A Agência Nacional de Energia Elétrica (Aneel) reiterou ontem a polêmica decisão, do fim do ano passado, de que os consumidores que pagaram cerca de R$ 7 bilhões a mais para as distribuidoras de energia elétrica entre 2002 e 2009 não receberão o dinheiro de volta. Por unanimidade, a agência negou o pedido de reconsideração de um grupo de parlamentares.

Karla Mendes, O Estado de S.Paulo

26 de janeiro de 2011 | 00h00

Os seis diretores da Aneel, incluindo o diretor-geral, Nelson Hubner, e também a Procuradoria-geral do órgão, mantiveram o entendimento de que a aplicação retroativa do novo sistema de reajuste não tem amparo jurídico e sua aceitação provocaria instabilidade ao setor elétrico, com prejuízos à prestação do serviço e aos consumidores.

Hubner ressaltou que não houve erro no uso da fórmula de cálculo de reajuste usada até então.
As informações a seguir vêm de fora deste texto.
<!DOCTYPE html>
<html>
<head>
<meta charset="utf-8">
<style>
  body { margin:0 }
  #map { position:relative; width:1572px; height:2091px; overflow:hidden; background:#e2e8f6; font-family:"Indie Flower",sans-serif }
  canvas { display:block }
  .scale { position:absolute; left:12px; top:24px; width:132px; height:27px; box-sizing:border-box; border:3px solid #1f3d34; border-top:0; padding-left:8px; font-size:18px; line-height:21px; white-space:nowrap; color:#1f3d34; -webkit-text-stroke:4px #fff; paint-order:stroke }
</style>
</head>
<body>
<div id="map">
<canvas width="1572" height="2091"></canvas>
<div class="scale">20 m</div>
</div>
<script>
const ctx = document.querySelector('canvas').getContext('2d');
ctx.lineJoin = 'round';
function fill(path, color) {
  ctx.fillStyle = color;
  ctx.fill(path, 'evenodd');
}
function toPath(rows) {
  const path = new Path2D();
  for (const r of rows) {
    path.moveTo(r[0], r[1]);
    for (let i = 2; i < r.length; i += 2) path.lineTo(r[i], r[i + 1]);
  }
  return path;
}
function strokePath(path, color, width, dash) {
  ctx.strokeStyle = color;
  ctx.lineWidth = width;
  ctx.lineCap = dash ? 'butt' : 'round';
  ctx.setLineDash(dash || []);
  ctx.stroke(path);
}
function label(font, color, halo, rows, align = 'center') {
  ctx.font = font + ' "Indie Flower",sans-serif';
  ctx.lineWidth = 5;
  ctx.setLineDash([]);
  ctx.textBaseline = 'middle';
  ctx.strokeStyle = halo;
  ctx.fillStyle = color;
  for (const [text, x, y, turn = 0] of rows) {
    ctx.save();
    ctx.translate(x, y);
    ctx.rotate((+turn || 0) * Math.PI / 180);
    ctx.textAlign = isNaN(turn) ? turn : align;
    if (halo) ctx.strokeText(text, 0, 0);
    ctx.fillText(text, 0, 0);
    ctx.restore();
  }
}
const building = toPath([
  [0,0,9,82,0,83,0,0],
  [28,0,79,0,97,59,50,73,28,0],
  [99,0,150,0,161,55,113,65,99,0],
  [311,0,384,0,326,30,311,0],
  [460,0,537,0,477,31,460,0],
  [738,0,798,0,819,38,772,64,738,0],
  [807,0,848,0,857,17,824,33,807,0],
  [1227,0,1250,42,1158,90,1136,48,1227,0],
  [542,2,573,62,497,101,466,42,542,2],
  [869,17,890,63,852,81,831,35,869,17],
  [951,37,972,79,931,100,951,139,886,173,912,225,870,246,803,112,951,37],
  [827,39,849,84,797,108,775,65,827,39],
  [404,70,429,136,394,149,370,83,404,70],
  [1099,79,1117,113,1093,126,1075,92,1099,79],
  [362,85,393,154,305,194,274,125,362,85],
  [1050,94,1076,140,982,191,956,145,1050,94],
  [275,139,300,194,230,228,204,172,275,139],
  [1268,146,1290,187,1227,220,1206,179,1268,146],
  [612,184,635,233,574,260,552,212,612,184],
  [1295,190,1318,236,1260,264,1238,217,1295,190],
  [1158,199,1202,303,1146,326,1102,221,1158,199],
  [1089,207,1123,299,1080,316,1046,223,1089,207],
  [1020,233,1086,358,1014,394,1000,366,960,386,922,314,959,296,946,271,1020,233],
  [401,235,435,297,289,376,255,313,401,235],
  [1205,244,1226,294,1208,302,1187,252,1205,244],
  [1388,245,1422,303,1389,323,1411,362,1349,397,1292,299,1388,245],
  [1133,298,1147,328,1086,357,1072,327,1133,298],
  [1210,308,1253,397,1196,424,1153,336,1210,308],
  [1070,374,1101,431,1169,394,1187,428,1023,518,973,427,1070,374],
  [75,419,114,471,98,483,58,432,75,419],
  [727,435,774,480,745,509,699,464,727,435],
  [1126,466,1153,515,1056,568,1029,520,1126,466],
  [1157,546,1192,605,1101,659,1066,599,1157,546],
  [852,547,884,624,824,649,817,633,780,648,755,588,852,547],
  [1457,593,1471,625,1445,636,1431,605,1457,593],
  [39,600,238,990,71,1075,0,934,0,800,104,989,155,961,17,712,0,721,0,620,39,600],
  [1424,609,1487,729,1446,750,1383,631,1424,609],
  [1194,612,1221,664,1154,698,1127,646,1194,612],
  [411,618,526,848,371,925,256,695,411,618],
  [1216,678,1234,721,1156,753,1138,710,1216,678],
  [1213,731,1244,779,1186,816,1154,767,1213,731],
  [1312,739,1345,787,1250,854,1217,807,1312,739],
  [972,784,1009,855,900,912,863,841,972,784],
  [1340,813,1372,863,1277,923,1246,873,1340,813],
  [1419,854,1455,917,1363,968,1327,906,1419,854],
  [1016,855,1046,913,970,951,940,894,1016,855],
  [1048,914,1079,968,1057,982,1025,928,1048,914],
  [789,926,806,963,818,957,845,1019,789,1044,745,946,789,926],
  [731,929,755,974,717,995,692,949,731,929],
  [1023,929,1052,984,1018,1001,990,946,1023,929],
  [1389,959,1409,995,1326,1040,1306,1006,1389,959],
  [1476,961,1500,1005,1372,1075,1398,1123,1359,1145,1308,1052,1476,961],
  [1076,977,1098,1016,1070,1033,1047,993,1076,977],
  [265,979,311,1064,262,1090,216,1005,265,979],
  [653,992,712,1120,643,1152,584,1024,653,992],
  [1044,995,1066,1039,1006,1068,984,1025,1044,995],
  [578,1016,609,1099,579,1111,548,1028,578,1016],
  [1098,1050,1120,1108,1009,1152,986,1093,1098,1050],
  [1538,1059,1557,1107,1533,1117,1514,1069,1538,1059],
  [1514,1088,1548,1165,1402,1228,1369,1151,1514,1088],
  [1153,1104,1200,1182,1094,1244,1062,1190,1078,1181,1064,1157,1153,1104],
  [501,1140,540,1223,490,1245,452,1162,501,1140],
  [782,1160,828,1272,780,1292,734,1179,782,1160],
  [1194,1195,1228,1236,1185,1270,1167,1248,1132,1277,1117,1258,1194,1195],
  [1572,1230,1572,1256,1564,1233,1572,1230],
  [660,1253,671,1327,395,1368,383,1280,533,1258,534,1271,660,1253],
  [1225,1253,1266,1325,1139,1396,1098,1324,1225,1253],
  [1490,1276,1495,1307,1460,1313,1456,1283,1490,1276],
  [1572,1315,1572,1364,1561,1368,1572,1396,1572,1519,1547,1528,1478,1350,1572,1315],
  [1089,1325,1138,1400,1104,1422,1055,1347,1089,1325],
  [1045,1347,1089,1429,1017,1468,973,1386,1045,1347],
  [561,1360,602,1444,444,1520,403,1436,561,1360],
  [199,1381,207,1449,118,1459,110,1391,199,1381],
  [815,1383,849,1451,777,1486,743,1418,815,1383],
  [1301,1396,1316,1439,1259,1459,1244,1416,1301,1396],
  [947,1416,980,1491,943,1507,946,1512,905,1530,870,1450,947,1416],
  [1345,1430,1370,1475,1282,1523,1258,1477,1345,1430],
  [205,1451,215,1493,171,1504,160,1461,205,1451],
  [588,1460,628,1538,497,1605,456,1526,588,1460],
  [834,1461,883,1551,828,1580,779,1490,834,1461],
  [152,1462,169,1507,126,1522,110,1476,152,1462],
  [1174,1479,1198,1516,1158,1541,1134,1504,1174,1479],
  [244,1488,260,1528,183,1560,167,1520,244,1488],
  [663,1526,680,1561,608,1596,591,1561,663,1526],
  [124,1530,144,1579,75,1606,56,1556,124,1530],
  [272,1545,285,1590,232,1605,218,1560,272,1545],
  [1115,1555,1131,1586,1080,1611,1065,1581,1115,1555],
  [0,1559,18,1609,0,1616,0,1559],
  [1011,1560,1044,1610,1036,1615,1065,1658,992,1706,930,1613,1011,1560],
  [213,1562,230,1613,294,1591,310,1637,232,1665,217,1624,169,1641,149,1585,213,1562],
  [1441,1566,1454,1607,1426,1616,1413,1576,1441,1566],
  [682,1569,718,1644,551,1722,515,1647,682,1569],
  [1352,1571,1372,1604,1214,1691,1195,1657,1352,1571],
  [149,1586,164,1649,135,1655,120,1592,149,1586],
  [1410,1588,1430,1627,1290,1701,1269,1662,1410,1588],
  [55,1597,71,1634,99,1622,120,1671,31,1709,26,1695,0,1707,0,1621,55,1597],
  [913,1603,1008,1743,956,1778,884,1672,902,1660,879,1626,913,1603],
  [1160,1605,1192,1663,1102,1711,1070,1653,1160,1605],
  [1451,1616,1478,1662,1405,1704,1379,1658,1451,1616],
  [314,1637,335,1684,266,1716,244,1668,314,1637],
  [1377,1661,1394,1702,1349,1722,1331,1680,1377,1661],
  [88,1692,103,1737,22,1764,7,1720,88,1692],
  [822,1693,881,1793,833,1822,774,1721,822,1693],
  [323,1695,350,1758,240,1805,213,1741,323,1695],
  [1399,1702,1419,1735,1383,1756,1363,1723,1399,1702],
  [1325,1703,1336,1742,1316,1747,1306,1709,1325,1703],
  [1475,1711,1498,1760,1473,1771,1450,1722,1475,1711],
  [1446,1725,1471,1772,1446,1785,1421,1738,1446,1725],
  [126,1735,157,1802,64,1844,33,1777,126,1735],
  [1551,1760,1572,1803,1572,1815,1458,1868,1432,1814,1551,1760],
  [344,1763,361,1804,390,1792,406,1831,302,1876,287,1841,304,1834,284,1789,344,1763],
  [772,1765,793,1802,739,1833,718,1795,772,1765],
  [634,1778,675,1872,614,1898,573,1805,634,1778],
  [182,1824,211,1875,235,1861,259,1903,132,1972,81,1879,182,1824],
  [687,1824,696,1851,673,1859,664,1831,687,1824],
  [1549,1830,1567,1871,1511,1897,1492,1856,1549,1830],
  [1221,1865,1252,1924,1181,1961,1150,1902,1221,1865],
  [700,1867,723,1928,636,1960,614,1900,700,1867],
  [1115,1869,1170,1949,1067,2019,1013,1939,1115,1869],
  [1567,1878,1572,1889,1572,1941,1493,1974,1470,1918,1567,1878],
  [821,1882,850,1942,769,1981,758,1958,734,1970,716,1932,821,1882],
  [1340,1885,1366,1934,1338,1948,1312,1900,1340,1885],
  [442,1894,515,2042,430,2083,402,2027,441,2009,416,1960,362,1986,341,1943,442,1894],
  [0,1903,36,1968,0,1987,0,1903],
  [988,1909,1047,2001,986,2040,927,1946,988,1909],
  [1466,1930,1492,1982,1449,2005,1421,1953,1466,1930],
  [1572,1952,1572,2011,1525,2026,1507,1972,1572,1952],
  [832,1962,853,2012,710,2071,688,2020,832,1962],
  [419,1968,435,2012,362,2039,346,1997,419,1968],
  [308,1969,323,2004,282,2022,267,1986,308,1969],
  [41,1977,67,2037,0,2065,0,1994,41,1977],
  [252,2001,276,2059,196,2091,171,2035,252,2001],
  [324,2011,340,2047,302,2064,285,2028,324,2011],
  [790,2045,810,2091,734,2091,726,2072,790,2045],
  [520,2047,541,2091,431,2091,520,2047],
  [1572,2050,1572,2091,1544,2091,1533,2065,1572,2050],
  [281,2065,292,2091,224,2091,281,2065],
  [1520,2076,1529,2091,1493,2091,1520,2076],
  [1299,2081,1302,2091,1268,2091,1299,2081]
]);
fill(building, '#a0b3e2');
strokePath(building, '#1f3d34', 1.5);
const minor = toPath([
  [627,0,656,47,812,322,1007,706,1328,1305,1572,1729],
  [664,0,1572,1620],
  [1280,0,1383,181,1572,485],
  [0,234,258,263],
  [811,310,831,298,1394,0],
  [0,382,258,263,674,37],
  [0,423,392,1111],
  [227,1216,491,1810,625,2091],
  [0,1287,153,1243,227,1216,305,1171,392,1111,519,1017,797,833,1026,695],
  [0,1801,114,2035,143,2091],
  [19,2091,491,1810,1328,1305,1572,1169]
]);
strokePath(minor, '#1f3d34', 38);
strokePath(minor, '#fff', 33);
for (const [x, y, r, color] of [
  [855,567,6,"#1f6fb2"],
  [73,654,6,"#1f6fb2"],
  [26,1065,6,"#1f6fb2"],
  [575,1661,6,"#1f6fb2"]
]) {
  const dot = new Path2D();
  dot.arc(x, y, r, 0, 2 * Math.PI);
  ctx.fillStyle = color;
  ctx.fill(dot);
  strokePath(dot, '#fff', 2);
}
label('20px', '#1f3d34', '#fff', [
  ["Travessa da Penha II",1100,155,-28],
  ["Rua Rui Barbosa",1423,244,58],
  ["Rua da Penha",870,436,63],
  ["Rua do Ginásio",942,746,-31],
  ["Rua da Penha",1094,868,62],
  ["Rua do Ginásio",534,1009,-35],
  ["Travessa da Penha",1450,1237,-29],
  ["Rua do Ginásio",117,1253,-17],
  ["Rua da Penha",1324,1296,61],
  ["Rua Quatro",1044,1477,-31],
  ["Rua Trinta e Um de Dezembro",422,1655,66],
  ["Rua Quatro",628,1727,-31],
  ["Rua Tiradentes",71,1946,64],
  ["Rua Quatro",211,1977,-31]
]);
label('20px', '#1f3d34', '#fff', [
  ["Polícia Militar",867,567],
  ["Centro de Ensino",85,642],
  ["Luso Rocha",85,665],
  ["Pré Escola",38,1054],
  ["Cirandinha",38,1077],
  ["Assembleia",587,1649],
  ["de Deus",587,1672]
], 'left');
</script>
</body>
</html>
Segundo ele, essa metodologia foi colocada de forma intencional pelos legisladores para atrair investimentos no setor elétrico. Por essa razão, disse Hubner, a Aneel mudou a fórmula dos novos contratos, mas não reconheceu nenhum passivo a ser pago. Antes, o ganho das empresas com o aumento do consumo, que teria de reduzir o reajuste, não estava sendo contabilizado.

Insatisfeitos com a decisão, os parlamentares ameaçam recorrer a todos os meios possíveis. "Vamos tentar revertê-la na forma de decreto legislativo ou judiciário", disse o deputado Eduardo da Fonte (PP-PE). Para Flávia Lefèvre, advogada da ProTeste Associação de Consumidores, "estamos pagando uma tarifa mais alta nos últimos 10 anos por causa desse erro."